PL want technology quickly
The Premier League have vowed to bring in goal-line technology "as soon as practically possible" following IFAB's decision to permit its use.
The International FA Board announced on Thursday evening that two systems, Hawk-Eye and GoalRef, have been approved after passing a series of scientific tests.
And the Premier League wasted no time in hailing the decision, releasing a statement straight after the announcement saying that the technology will be introduced in to England's top division as quickly as possible.
"The Premier League has been a long term advocate of goal-line technology," the statement read.
"We welcome today's decision by IFAB and will engage in discussions with both Hawkeye and GoalRef in the near future with a view to introducing goal-line technology as soon as is practically possible."
Technology is already used to help officials in other sports such as cricket, rugby and tennis.
A series of controversial decisions last season increased the pressure on the game's law-makers to allow its introduction into football. and the debate reared its head again at the European Championship finals when Ukraine were not given a goal against England despite the ball appearing to be over the line.
Premier League players this evening gave their backing to the introduction of the technology.
Manchester United defender Rio Ferdinand tweeted: "Goal line technology approved....losing the essence of the game, debate, human error etc...saying that Hawk eye in tennis is exciting!"
QPR midfielder Joey Barton said: "Goal line tech given green light in Zurich. At last, better late than never. Great news..."
Football Association (FA) chairman David Bernstein and general secretary Alex Horne voted in favour of the motion.
Horne said: "It is a hugely important day. It is a cause we have had on our agenda for a number of years."
Hawk-Eye was tested at Southampton's St Mary's Stadium in May and FIFA thanked the FA for their assistance.
A FIFA spokesman said: "We would like to place on record our sincere thanks to the Football Association for their willingness to support the live match tests, a critical part of Test Phase 2 for Goal-line technology."
Scottish FA chief executive Stewart Regan hailed the decision.
Regan said: "Over the past few years there have been a number of occasions where mistakes have been made in football.
"The referee will still make the final decision but the view of the board is that anything that can help the referee has to be good.
"I think this is an historic day for football and I'm delighted to be part of that decision made today."

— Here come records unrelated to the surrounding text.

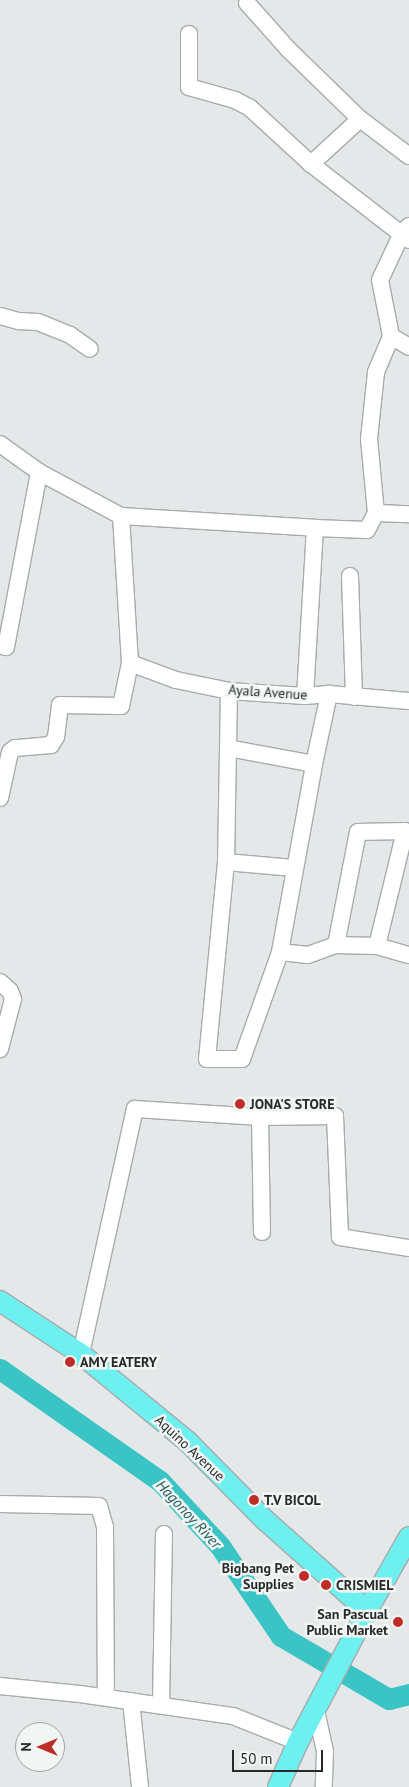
<!DOCTYPE html>
<html>
<head>
<meta charset="utf-8">
<style>
	body { margin:0 }
	#map { position:relative; width:409px; height:1787px; overflow:hidden; background:#e4e8e8; font-family:"PT Sans",sans-serif }
	div>[style] { position:absolute }
	.river>* { height:21px; margin:-10.5px; padding:0 10.5px; transform-origin:10.5px; border-radius:10.5px; background:#3ac4c5 }
	.roads { filter:drop-shadow(1px 0 #a7abab) drop-shadow(-1px 0 #a7abab) drop-shadow(0 1px #a7abab) drop-shadow(0 -1px #a7abab) }
	.minor>* { height:16px; margin:-8px; padding:0 8px; transform-origin:8px; border-radius:8px; background:#fff }
	.major>* { height:20px; margin:-10px; padding:0 10px; transform-origin:10px; border-radius:10px; background:#6eeff0 }
	.dots>* { width:14px; height:14px; translate:-50% -50%; box-sizing:border-box; border:2px solid #f1f6f5; border-radius:50% }
	span { translate:-50% -50%; white-space:nowrap; text-align:center; line-height:1.15; -webkit-text-stroke:5px #f1f6f5; paint-order:stroke }
	.street-label { font-size:14px; color:#282a2a }
	.poi-label { font-size:14px; color:#282a2a; font-weight:700 }
	.left { translate:0 -50%; text-align:left }
	.right { translate:-100% -50%; text-align:right }
	.water-label { font-size:15px; color:#225a5a; font-style:italic }
	.north { position:absolute; left:15px; top:1722px; width:50px; height:50px; box-sizing:border-box; background:#f1f6f5; border:1px solid #a1a4a4; border-radius:50%; rotate:270deg; font-size:14px; font-weight:700; line-height:20px; text-align:center; color:#282a2a }
	.north::after { content:''; display:block; margin:auto; width:18px; height:22px; background:#bc2e26; clip-path:polygon(50% 0,100% 100%,50% 72%,0 100%) }
	.scale { position:absolute; left:232px; top:1750px; width:91px; height:22px; box-sizing:border-box; border:2px solid #282a2a; border-top:0; padding-left:6px; font-size:15px; line-height:18px; white-space:nowrap; color:#282a2a; -webkit-text-stroke:4px #f1f6f5; paint-order:stroke }
</style>
</head>
<body>
<div id="map">
	<div class="river">
		<i style="left:0;top:1369px;width:195px;rotate:35deg"></i>
		<i style="left:160px;top:1481px;width:88px;rotate:47.3deg"></i>
		<i style="left:220px;top:1546px;width:109px;rotate:55.9deg"></i>
		<i style="left:281px;top:1636px;width:125px;rotate:30.3deg"></i>
		<i style="left:389px;top:1699px;width:21px;rotate:-14deg"></i>
	</div>
	<div class="roads">
		<div class="minor">
			<i style="left:247px;top:3px;width:62px;rotate:48.3deg"></i>
			<i style="left:288px;top:49px;width:100px;rotate:44.2deg"></i>
			<i style="left:189px;top:34px;width:53px;rotate:90deg"></i>
			<i style="left:189px;top:87px;width:48px;rotate:15.8deg"></i>
			<i style="left:235px;top:100px;width:16px;rotate:27deg"></i>
			<i style="left:249px;top:107px;width:84px;rotate:42.6deg"></i>
			<i style="left:409px;top:156px;width:61px;rotate:-142.9deg"></i>
			<i style="left:360px;top:119px;width:67px;rotate:137.4deg"></i>
			<i style="left:311px;top:164px;width:124px;rotate:37.8deg"></i>
			<i style="left:0;top:316px;width:20px;rotate:15deg"></i>
			<i style="left:19px;top:321px;width:19px;rotate:3deg"></i>
			<i style="left:38px;top:322px;width:35px;rotate:22deg"></i>
			<i style="left:70px;top:335px;width:24px;rotate:35deg"></i>
			<i style="left:391px;top:336px;width:57px;rotate:-101.1deg"></i>
			<i style="left:380px;top:280px;width:52px;rotate:-64.9deg"></i>
			<i style="left:402px;top:233px;width:10px;rotate:-45deg"></i>
			<i style="left:0;top:444px;width:48px;rotate:35.7deg"></i>
			<i style="left:39px;top:472px;width:93px;rotate:28.2deg"></i>
			<i style="left:121px;top:516px;width:147px;rotate:86.5deg"></i>
			<i style="left:130px;top:663px;width:44px;rotate:101.8deg"></i>
			<i style="left:121px;top:706px;width:61px;rotate:-179.1deg"></i>
			<i style="left:60px;top:705px;width:32px;rotate:97deg"></i>
			<i style="left:56px;top:737px;width:9px;rotate:122deg"></i>
			<i style="left:51px;top:745px;width:36px;rotate:175deg"></i>
			<i style="left:15px;top:748px;width:6px;rotate:141deg"></i>
			<i style="left:10px;top:752px;width:47px;rotate:102.3deg"></i>
			<i style="left:376px;top:513px;width:74px;rotate:-95.4deg"></i>
			<i style="left:369px;top:439px;width:67px;rotate:-84deg"></i>
			<i style="left:376px;top:372px;width:39px;rotate:-67deg"></i>
			<i style="left:391px;top:336px;width:21px;rotate:31deg"></i>
			<i style="left:121px;top:516px;width:194px;rotate:3.5deg"></i>
			<i style="left:315px;top:528px;width:168px;rotate:93.4deg"></i>
			<i style="left:315px;top:528px;width:52px;rotate:2.2deg"></i>
			<i style="left:367px;top:530px;width:19px;rotate:-62deg"></i>
			<i style="left:376px;top:513px;width:33px;rotate:2deg"></i>
			<i style="left:350px;top:576px;width:121px;rotate:88.1deg"></i>
			<i style="left:0;top:645px;width:6px;rotate:18deg"></i>
			<i style="left:6px;top:647px;width:178px;rotate:-79.3deg"></i>
			<i style="left:130px;top:663px;width:49px;rotate:20.3deg"></i>
			<i style="left:176px;top:680px;width:54px;rotate:11.7deg"></i>
			<i style="left:229px;top:691px;width:76px;rotate:3.8deg"></i>
			<i style="left:305px;top:696px;width:24px;rotate:-5deg"></i>
			<i style="left:329px;top:694px;width:80px;rotate:5deg"></i>
			<i style="left:229px;top:691px;width:171px;rotate:91deg"></i>
			<i style="left:226px;top:862px;width:198px;rotate:95.5deg"></i>
			<i style="left:207px;top:1059px;width:35px"></i>
			<i style="left:242px;top:1059px;width:114px;rotate:-70.4deg"></i>
			<i style="left:280px;top:952px;width:28px;rotate:6deg"></i>
			<i style="left:308px;top:955px;width:30px;rotate:-20deg"></i>
			<i style="left:336px;top:945px;width:41px;rotate:1.4deg"></i>
			<i style="left:377px;top:946px;width:33px;rotate:16deg"></i>
			<i style="left:228px;top:748px;width:87px;rotate:10.5deg"></i>
			<i style="left:226px;top:862px;width:68px;rotate:5deg"></i>
			<i style="left:336px;top:945px;width:115px;rotate:-79deg"></i>
			<i style="left:358px;top:832px;width:47px;rotate:-1.2deg"></i>
			<i style="left:405px;top:831px;width:118px;rotate:103.7deg"></i>
			<i style="left:280px;top:952px;width:191px;rotate:-79.7deg"></i>
			<i style="left:314px;top:764px;width:72px;rotate:-77.9deg"></i>
			<i style="left:0;top:982px;width:13px;rotate:42deg"></i>
			<i style="left:10px;top:991px;width:9px;rotate:69deg"></i>
			<i style="left:13px;top:999px;width:52px;rotate:104.6deg"></i>
			<i style="left:260px;top:1117px;width:115px;rotate:89deg"></i>
			<i style="left:81px;top:1354px;width:251px;rotate:-77.6deg"></i>
			<i style="left:135px;top:1109px;width:125px;rotate:3.7deg"></i>
			<i style="left:260px;top:1117px;width:75px;rotate:-0.8deg"></i>
			<i style="left:335px;top:1116px;width:121px;rotate:87.6deg"></i>
			<i style="left:340px;top:1237px;width:70px;rotate:9.1deg"></i>
			<i style="left:0;top:1504px;width:99px;rotate:1.2deg"></i>
			<i style="left:99px;top:1506px;width:22px;rotate:74deg"></i>
			<i style="left:105px;top:1527px;width:170px;rotate:89.7deg"></i>
			<i style="left:0;top:1686px;width:80px;rotate:5.7deg"></i>
			<i style="left:80px;top:1694px;width:155px;rotate:8.2deg"></i>
			<i style="left:233px;top:1716px;width:70px;rotate:21.8deg"></i>
			<i style="left:131px;top:1701px;width:86px;rotate:84deg"></i>
			<i style="left:161px;top:1705px;width:171px;rotate:-89deg"></i>
			<i style="left:316px;top:1711px;width:41px;rotate:77.3deg"></i>
			<i style="left:325px;top:1751px;width:36px;rotate:92deg"></i>
		</div>
		<div class="major">
			<i style="left:0;top:1301px;width:97px;rotate:33.2deg"></i>
			<i style="left:81px;top:1354px;width:139px;rotate:39.4deg"></i>
			<i style="left:188px;top:1442px;width:110px;rotate:45.4deg"></i>
			<i style="left:265px;top:1520px;width:137px;rotate:41.7deg"></i>
			<i style="left:278px;top:1787px;width:49px;rotate:-66deg"></i>
			<i style="left:298px;top:1742px;width:148px;rotate:-62.2deg"></i>
			<i style="left:367px;top:1611px;width:85px;rotate:-60.4deg"></i>
		</div>
	</div>
	<div class="dots">
		<i style="left:240px;top:1104px;background:#bc2e26"></i>
		<i style="left:70px;top:1362px;background:#bc2e26"></i>
		<i style="left:254px;top:1500px;background:#bc2e26"></i>
		<i style="left:304px;top:1576px;background:#bc2e26"></i>
		<i style="left:326px;top:1585px;background:#bc2e26"></i>
		<i style="left:398px;top:1622px;background:#bc2e26"></i>
	</div>
	<div class="street-label">
		<span style="left:268px;top:692px;rotate:4deg">Ayala Avenue</span>
		<span style="left:190px;top:1448px;rotate:43deg">Aquino Avenue</span>
	</div>
	<div class="poi-label">
		<span class="left" style="left:250px;top:1104px">JONA'S STORE</span>
		<span class="left" style="left:80px;top:1362px">AMY EATERY</span>
		<span class="left" style="left:264px;top:1500px">T.V BICOL</span>
		<span class="right" style="left:294px;top:1576px">Bigbang Pet<br>Supplies</span>
		<span class="left" style="left:336px;top:1585px">CRISMIEL</span>
		<span class="right" style="left:388px;top:1622px">San Pascual<br>Public Market</span>
	</div>
	<div class="water-label">
		<span style="left:189px;top:1514px;rotate:47deg">Hagonoy River</span>
	</div>
	<div class="north">N</div>
	<div class="scale">50 m</div>
</div>
</body>
</html>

Patrick Nelson, chief executive of the Irish FA, added: "The three decisions made today will be long-lasting and will resonate throughout the world.
"The IFAB has been around since 1886 and has been the guardians of the laws of the game for all that time, and has developed the game slowly and carefully and conservatively.
"But this is a momentous day, the beginning of something new in football."
Jonathan Ford, chief executive of the Football Association of Wales, also backed the decision, which was made unanimously.
Ford said: "The Football Association of Wales is extremely proud to be a member of this board and has devoted a great deal of time and deliberation and effort to this.
"Fundamental and momentous decisions were made here today and we are very proud to be involved with that."